Hey! This is Sandy with Birds & Beasleys! Today’s question is what do I do about all of the baby birds right now? As you know, it’s cold and wet out there. It’s time to talk about how to take of them.

First of all, Mother Nature has it covered, but you can help a little bit. Let me look up here. Here’s an Osprey nest. We have one we’ve been watching in Missoula, this one is not it. If you get in on the Cornell Labs website, check in to the Missoula Osprey right now. She’s hunkered down, she has her wings over the top of the chicks, she’s repelling all the water, keeping them warm, waiting for the mate to bring the fish so they have something to eat. The big thing is, keeping them warm and dry and with good high-protein. This happens to be one up in Chesapeake, but it is fun. Look at explore.org as another place to look at webcams.
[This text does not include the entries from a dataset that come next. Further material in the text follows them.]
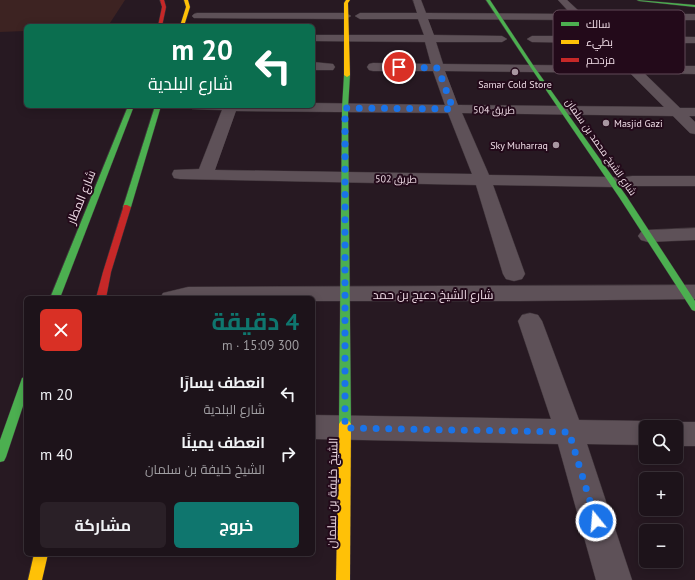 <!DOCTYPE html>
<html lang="ar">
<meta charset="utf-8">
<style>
:root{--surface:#1d131a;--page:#2a2027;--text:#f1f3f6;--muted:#a09ea2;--line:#3b3239;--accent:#0f766e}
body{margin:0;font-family:"PT Sans",Cairo,sans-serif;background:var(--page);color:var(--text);direction:rtl;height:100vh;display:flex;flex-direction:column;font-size:15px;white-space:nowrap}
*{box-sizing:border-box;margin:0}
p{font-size:13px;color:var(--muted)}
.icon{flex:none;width:22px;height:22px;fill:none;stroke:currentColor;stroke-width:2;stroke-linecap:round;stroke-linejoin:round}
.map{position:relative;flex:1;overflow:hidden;direction:ltr}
.side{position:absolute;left:24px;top:296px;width:291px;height:260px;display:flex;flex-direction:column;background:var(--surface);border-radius:6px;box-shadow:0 2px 10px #0003,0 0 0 1px var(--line);direction:rtl}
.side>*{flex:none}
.top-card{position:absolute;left:24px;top:24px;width:291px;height:84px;border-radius:6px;box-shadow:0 2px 10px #0003,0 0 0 1px var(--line);direction:rtl;background:#0b6e4f;color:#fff;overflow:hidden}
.fabs{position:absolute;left:639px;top:420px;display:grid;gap:8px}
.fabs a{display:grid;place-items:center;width:44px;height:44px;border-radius:6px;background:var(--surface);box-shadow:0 2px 10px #0003,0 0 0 1px var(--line);font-size:20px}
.pin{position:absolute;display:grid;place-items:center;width:34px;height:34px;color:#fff;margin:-17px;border:2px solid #fff;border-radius:50%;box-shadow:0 1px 4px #0007}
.me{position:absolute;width:44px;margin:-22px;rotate:343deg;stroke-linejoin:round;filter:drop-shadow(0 0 3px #0008)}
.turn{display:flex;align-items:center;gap:14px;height:84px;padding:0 16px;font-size:18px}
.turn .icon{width:52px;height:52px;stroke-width:2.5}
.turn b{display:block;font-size:28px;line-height:34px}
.round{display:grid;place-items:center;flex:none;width:42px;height:42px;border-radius:6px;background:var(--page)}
.head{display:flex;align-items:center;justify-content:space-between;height:68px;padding:0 16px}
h1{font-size:24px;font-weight:700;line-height:30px;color:var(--accent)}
.button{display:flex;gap:8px;margin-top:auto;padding:8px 16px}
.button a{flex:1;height:46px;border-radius:6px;background:var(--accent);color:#fff;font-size:16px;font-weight:700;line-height:46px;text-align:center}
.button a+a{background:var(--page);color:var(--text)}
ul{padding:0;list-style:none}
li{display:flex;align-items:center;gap:12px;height:60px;padding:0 16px}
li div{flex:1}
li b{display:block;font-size:15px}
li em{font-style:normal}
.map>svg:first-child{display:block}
.green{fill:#3d2322}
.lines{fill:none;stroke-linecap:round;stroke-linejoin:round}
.street-casing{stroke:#3f343a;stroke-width:1}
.fast-casing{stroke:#3f343a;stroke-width:1}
.slow-casing{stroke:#3f343a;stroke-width:1}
.jam-casing{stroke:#3f343a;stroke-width:1}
.street{fill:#5e5158;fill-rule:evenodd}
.fast{fill:#4caf50;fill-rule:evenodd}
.slow{fill:#ffc107;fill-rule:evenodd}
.jam{fill:#c62828;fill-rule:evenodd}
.route{stroke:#1a73e8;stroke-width:7;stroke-dasharray:0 12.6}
.poi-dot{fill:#a897a1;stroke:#230a1a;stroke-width:1.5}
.labels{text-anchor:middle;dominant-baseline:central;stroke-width:4;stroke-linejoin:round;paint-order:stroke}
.far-poi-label{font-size:10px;fill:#eedbe5;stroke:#230a1a}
.far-street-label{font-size:10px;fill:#eedbe5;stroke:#230a1a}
.street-label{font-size:12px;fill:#eedbe5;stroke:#230a1a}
.key{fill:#230a1a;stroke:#604957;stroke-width:1}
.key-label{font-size:11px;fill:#eedbe5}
</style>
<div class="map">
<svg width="695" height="580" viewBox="0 0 695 580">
<rect width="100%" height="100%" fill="#271922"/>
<!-- green -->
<path class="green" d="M0 0H125L108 26H26V31L0 32Z"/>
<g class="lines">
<defs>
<g id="street">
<path d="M413 0H421L426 13 571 14 558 0H567L582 14H695V20H588L605 36 695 37V43H612L636 66H695V74L644 73 680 108H695V116H689L695 122V134L690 133 673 116 462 113 489 175 612 177 618 178 621 182 618 186 612 187 493 185 525 274 522 279 514 281 506 279 503 274 476 185 180 179 174 178 172 174 174 170 199 169 222 110 192 109 190 106H313V103L445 105 433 71H373L369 70 367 67 369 64 373 63 431 64 425 42 313 41V35H424L418 19H360L355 16 360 13H417ZM428 19 576 20 593 36H532L527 39 532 42 599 43 622 66 443 64 436 42H502L507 39 502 36 434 35ZM445 71 630 73 664 107 458 105ZM236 111 448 113 472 174 215 170Z"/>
<path d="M197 13H346L351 16 346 19 194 18 192 16 194 14Z"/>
<path d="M313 62 333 64 335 67 333 70H313Z"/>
<path d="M632 176H695V186H632L626 185 623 181 626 177Z"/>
<path d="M695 228V240L648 242 641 240 638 236 641 232 648 230Z"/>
<path d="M695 285V299L521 301H313V298H160L163 293 188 287Z"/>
<path d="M530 313 538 315 542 321 579 420 646 421 656 424 657 427H646V445L587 444 632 580H596L558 444 313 439V415L551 419 518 321 522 315Z"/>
<path d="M676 422H695V446H676V427H665Z"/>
</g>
<g id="fast">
<path d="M486 0H490L535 68 627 197 695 301V311L692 310 619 197 531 68Z"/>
<path d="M637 0 695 5V7L639 1Z"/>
<path d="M347 73 350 75 348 108 351 424 349 427 345 429 341 427 339 424 342 108 344 75Z"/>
<path d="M128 106H134L60 298H50Z"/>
<path d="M155 106H161L131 207 127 209H124L123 207Z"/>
<path d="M26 377V397L6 457 4 461 0 462V440L21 381 22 378Z"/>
</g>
<g id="slow">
<path d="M184 0H188L190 7 184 26H180L186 7Z"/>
<path d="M346 0H350L348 3 350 75 347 77 344 75V3Z"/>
<path d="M345 419 349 421 351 424 350 580H336L339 424 341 421Z"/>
<path d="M34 554H48L42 580H28Z"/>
</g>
<g id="jam">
<path d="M160 0H164L166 7 162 26H158L162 7Z"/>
<path d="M124 205H127L131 207 111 272 106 298H96L103 272Z"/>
</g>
</defs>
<!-- street casing -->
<use href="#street" class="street-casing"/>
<!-- fast casing -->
<use href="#fast" class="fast-casing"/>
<!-- slow casing -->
<use href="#slow" class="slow-casing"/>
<!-- jam casing -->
<use href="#jam" class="jam-casing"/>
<!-- street -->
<use href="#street" class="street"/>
<!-- fast -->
<use href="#fast" class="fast"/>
<!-- slow -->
<use href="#slow" class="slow"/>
<!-- jam -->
<use href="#jam" class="jam"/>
</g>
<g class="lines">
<!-- route -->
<path class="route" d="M399 67 438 68 453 109 345 108V428L569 432 596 521"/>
</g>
<!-- markers -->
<g class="poi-dot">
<circle cx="515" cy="72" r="4"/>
<circle cx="606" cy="123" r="4"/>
<circle cx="556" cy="145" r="4"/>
</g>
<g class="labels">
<!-- far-poi labels -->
<g class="far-poi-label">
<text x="515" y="84">Samar Cold Store</text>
<text x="614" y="123" text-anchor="start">Masjid Gazi</text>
<text x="548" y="145" text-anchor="end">Sky Muharraq</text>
</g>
<!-- far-street labels -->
<g class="far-street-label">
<text transform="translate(494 110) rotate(1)">طريق 504</text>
<text transform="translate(601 147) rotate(55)">شارع الشيخ محمد بن سلمان</text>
<text transform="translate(396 179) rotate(1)">طريق 502</text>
</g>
<!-- street labels -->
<g class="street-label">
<text transform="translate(81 197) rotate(-68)">شارع المطار</text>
<text x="433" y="294">شارع الشيخ دعيج بن حمد</text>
<text transform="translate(332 493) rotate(-89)">الشيخ خليفة بن سلمان</text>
</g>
</g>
<!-- legend -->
<rect x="553" y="10" width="132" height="64" rx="6" class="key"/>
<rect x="561" y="22" width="18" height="4" fill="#4caf50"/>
<rect x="561" y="40" width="18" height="4" fill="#ffc107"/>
<rect x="561" y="58" width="18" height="4" fill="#c62828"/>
<g class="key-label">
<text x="586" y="28">سالك</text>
<text x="586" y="46">بطيء</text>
<text x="586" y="64">مزدحم</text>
</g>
</svg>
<div class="fabs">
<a><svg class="icon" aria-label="search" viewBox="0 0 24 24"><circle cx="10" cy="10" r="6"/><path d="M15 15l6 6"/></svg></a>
<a>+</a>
<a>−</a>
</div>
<div class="pin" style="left:399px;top:67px;background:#d93025"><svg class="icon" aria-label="arrive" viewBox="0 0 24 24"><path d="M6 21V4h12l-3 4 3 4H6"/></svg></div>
<svg class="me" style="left:596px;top:521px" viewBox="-20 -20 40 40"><circle r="17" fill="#1a73e8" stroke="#fff" stroke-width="3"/><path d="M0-11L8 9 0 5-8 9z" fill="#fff"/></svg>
<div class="top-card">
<div class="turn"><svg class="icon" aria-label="left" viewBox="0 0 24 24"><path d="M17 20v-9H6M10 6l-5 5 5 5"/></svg><div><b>20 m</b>شارع البلدية</div></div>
</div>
<section class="side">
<div class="head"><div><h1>4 دقيقة</h1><p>300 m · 15:09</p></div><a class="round" style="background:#d93025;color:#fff"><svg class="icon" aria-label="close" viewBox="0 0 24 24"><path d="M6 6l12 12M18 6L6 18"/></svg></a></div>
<ul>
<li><svg class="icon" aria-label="left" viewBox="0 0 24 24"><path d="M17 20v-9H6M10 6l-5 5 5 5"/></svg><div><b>انعطف يسارًا</b><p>شارع البلدية</p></div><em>20 m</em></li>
<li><svg class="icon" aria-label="right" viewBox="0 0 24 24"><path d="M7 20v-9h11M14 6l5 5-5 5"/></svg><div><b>انعطف يمينًا</b><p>الشيخ خليفة بن سلمان</p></div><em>40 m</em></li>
</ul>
<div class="button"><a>خروج</a><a>مشاركة</a></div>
</section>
</div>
Here, locally what we want you to do is think about suet. So the birds are coming, they’re eating bugs and they’re eating suet. They are looking for high-protein. So, you can either put out something in a suet container, you could put out some mealworms, make sure you have out bird seed. Those adults are looking for food, easy food to give to their babies.

But if you don’t do that, not to worry, Mother Nature does have it covered, they’ll be fine. They’re just going to be hunkered down, so you might not see a lot of action at your feeders because they are keeping their chicks warm. If you have any questions, call Sandy at Birds & Beasleys.

Let’s Ask Sandy: Episode 12 – Are the Baby Birds okay?

Friday, June 8th, 2018

Springtime means you may encounter baby and fledgling birds in your yard or pasture. What should you do about them, if anything? Don’t worry, Birds & Beasleys owner Sandy Shull is here with a bonus -Let’s Ask Sandy!-to answer your question.

Hi! I’m Sandy with Birds & Beasleys! Today, I get to be outside, which is exciting because I want to talk about what happens outside.

The question we’re getting right now is “What do I do when I find a baby bird?” It’s a hard question. So the first thing you need to do is stop and don’t do anything. Sit back, look at the situation, and try to decide what’s going on. Is it a baby bird that has feathers? Is it a baby bird that doesn’t have any feathers? Is it injured? Are parents near? So look again, and say to yourself, “Oh, it’s a bird, he’s hopping around, he looks healthy, he’s got most of his feathers on, and I think I hear an adult is feeding him.” Leave the bird alone. Now, 99% of the time, the birds are fine. It’s hard to watch, but you need to go ahead and leave them alone. The parents are feeding them, the birds has flegged.

If you find a bird that doesn’t have many feathers or has few feathers on it, look around to see if there’s a nest near. You might be able to see a nest where the bird has fallen out. If you can see that nest, you can pick the bird up. It does not matter about your hands, on the smell that’s kind of a wives tale, old myth. Put that bird back in the nest if you can find the nest. If you can’t, put it in a safe spot. Pick it up, put it up in a tree, put it in a bush, so it has a sporting chance.

The hardest thing is Mother Nature is cruel sometimes and we have to let the birds do what nature does. If it is a bird, like a raptor or an eagle, Montana WILD has the license to take it and they can help rehab it or take it to the vet to do some kind of repair or get medical attention.

Unfortunately, in Helena, we do not have some kind of rehab person for a non-raptor. So, no one legally can take a bird home with them. So, what I would say is put the bird up in a tree where it is safe, where the parents might be able to find it. Try to step back, it’s hard to watch. About only 10% of birds live their first year. It’s part of nature. It’s not a pretty sight, but it’s part of what we do. Know that you have probably saved a bird by putting it up in a bush where it is safe, away from kitties. When in doubt, give us a call. We’ll give you moral support. We’ll talk you through it.